> **PROBLEM TO WORK ON**
Retype the entries exactly; omit all pictures.

== Segment start ==

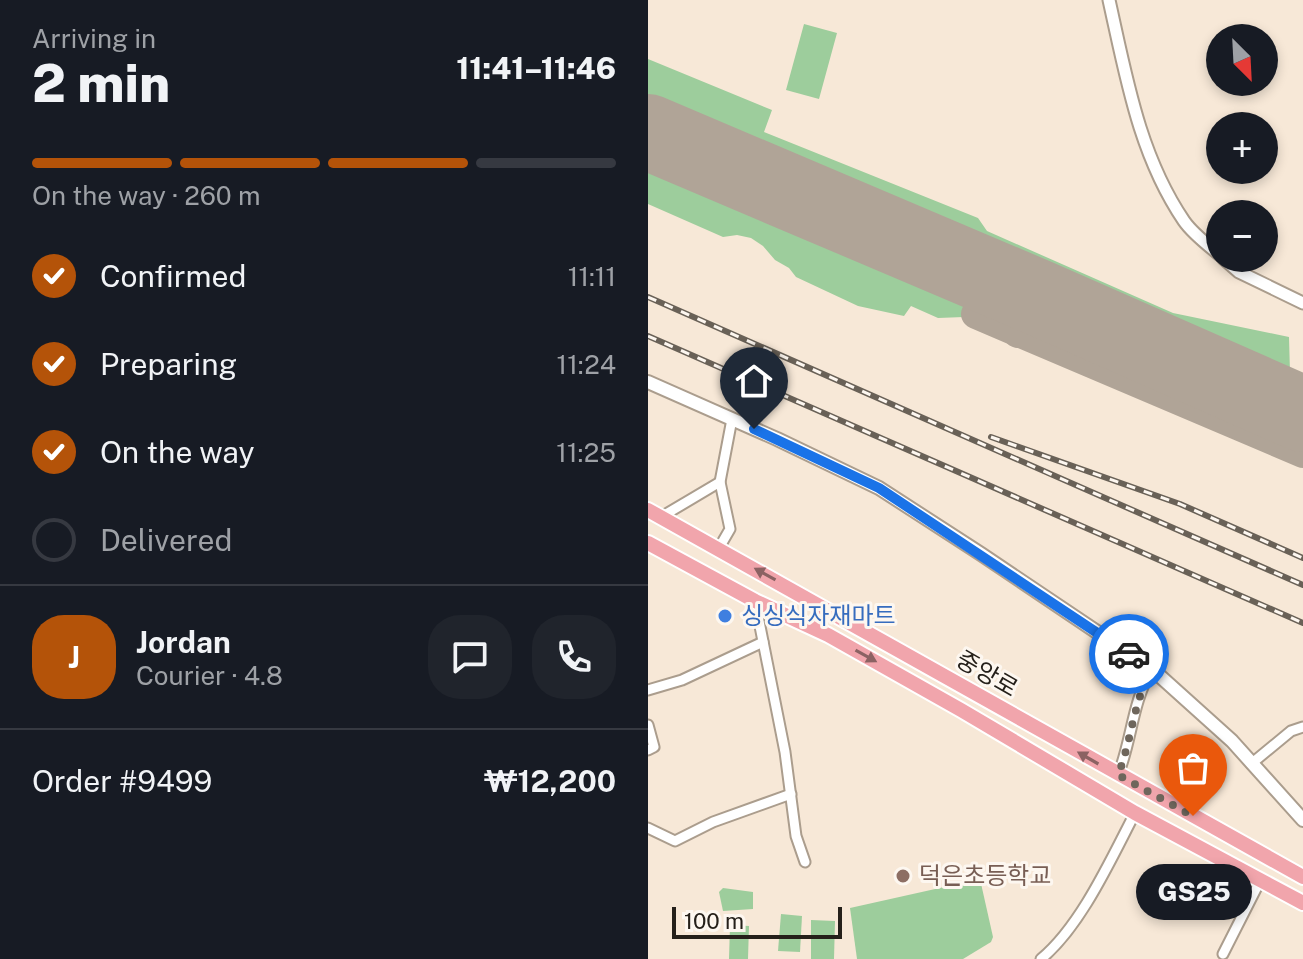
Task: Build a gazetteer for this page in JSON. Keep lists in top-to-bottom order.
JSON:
{
  "streets": {
    "main road": ["중앙로"]
  },
  "places": ["싱싱식자재마트", "GS25", "덕은초등학교"],
  "scale_bar": "100 m",
  "north": "bottom right",
  "page": {
    "heading": ["2 min", "Arriving in", "11:41–11:46"],
    "panel": [
      "Jordan",
      "Courier · 4.8",
      "Order #9499",
      "₩12,200"
    ],
    "map_buttons": ["+", "−"],
    "bar": "On the way · 260 m",
    "list": [
      ["Confirmed", "11:11"],
      ["Preparing", "11:24"],
      ["On the way", "11:25"],
      "Delivered"
    ],
    "round": "J",
    "bubble": "GS25",
    "scale": "100 m"
  }
}
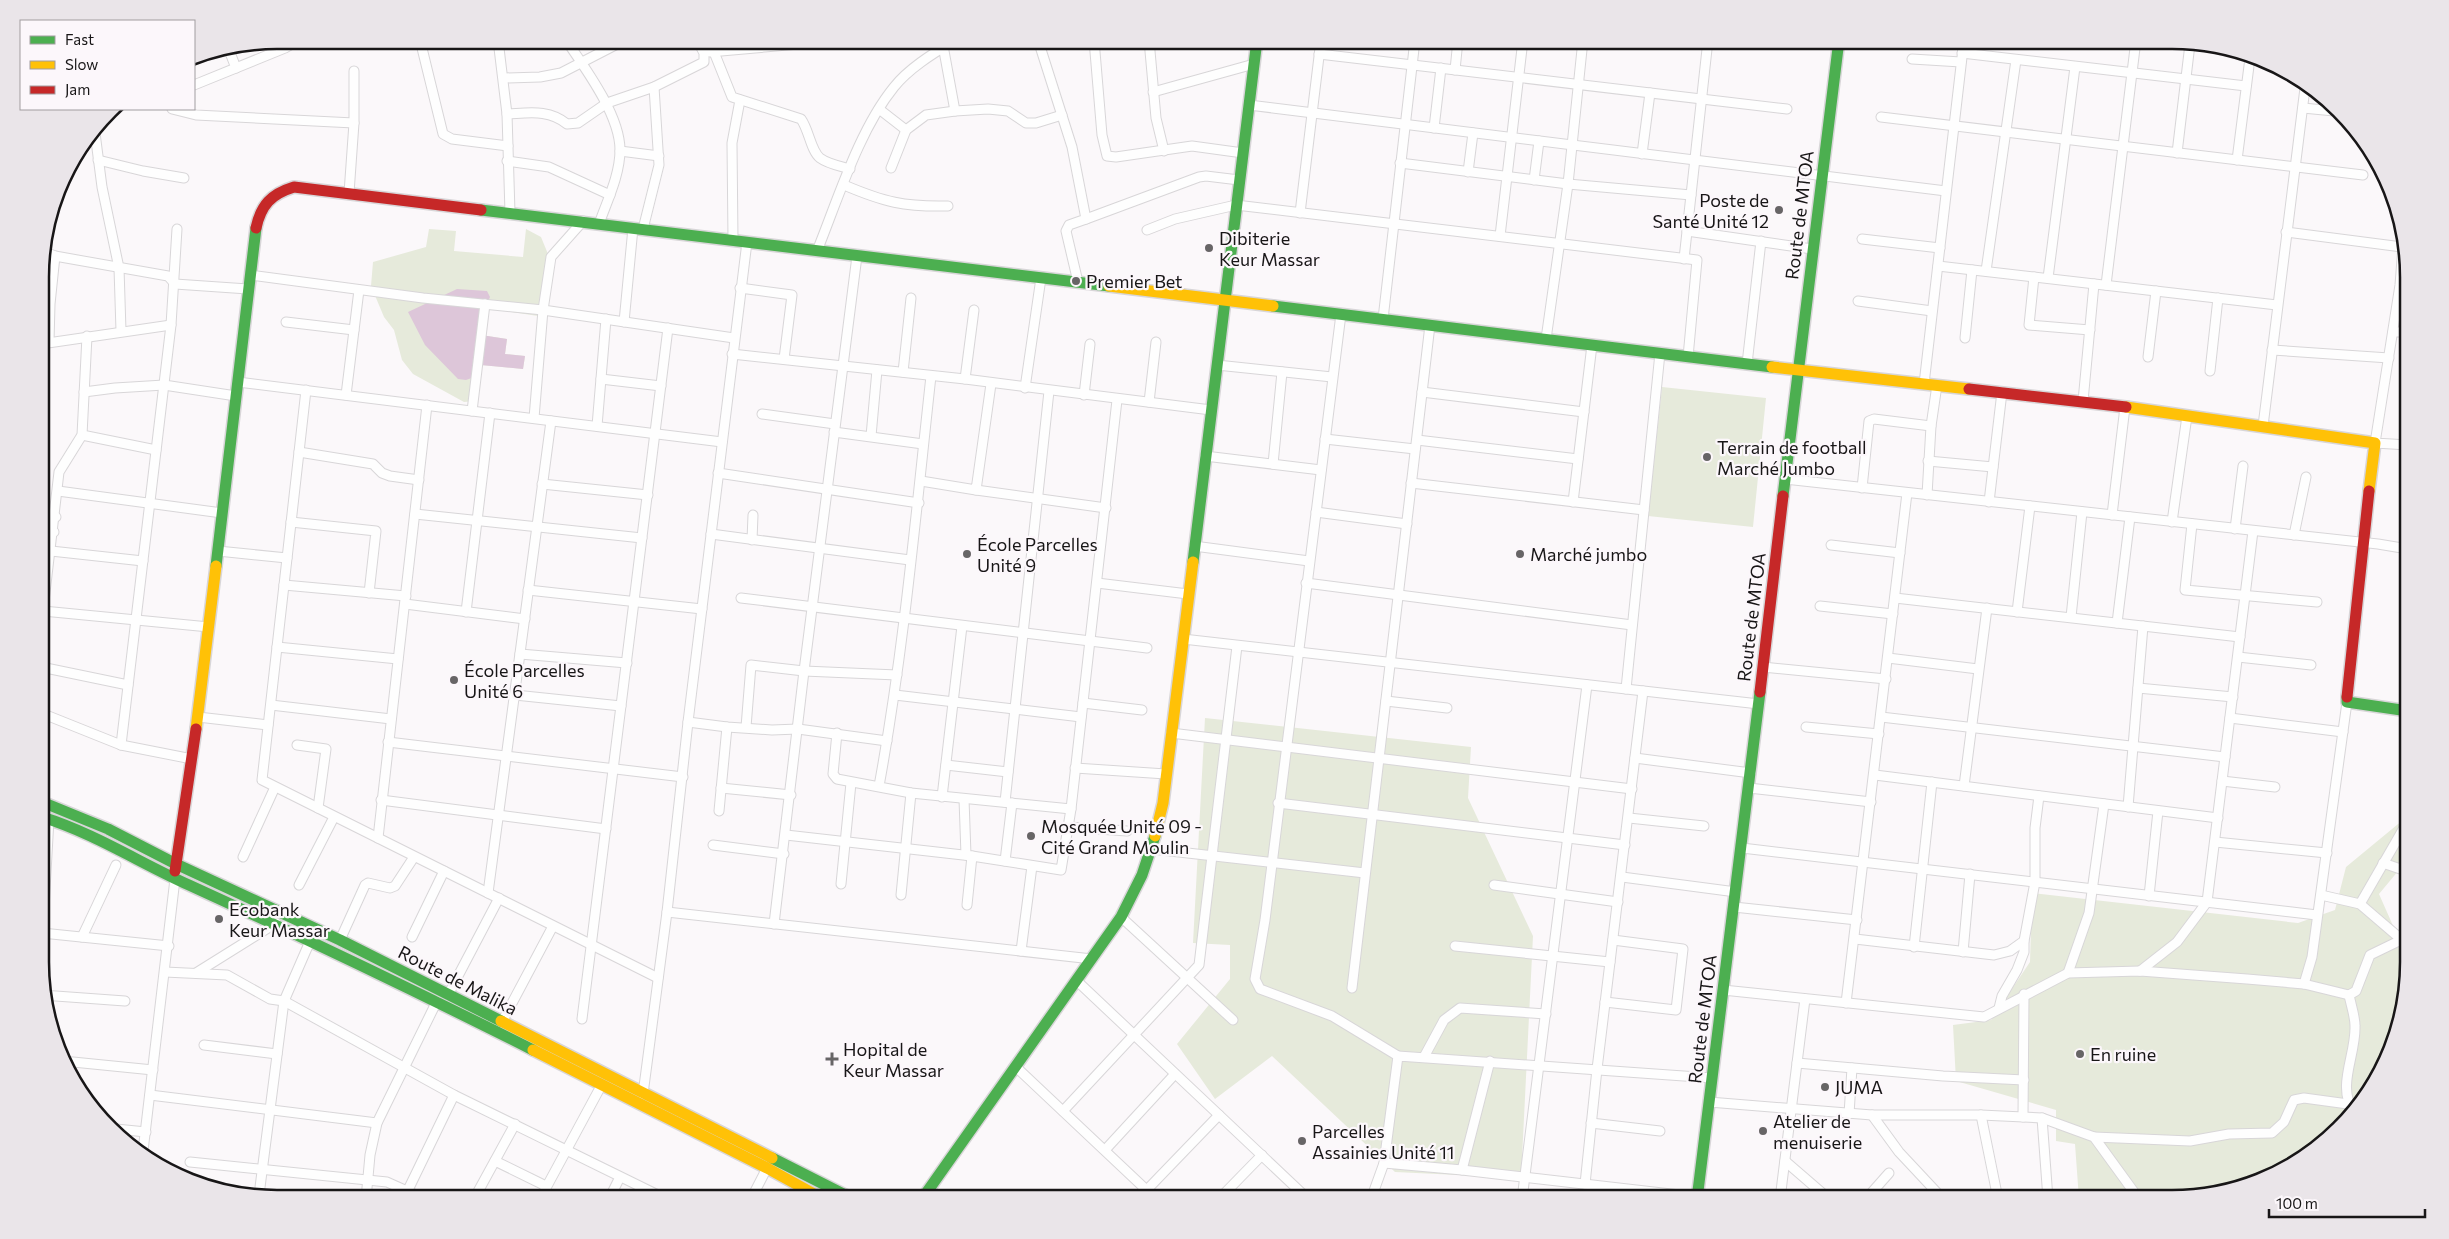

== Segment end ==

> **ANSWER TO THIS TASK**
Task: Build a gazetteer for this page in JSON. Keep lists in top-to-bottom order.
JSON:
{
  "streets": {
    "main road": ["중앙로"]
  },
  "places": ["싱싱식자재마트", "GS25", "덕은초등학교"],
  "scale_bar": "100 m",
  "north": "bottom right",
  "page": {
    "heading": ["2 min", "Arriving in", "11:41–11:46"],
    "panel": [
      "Jordan",
      "Courier · 4.8",
      "Order #9499",
      "₩12,200"
    ],
    "map_buttons": ["+", "−"],
    "bar": "On the way · 260 m",
    "list": [
      ["Confirmed", "11:11"],
      ["Preparing", "11:24"],
      ["On the way", "11:25"],
      "Delivered"
    ],
    "round": "J",
    "bubble": "GS25",
    "scale": "100 m"
  }
}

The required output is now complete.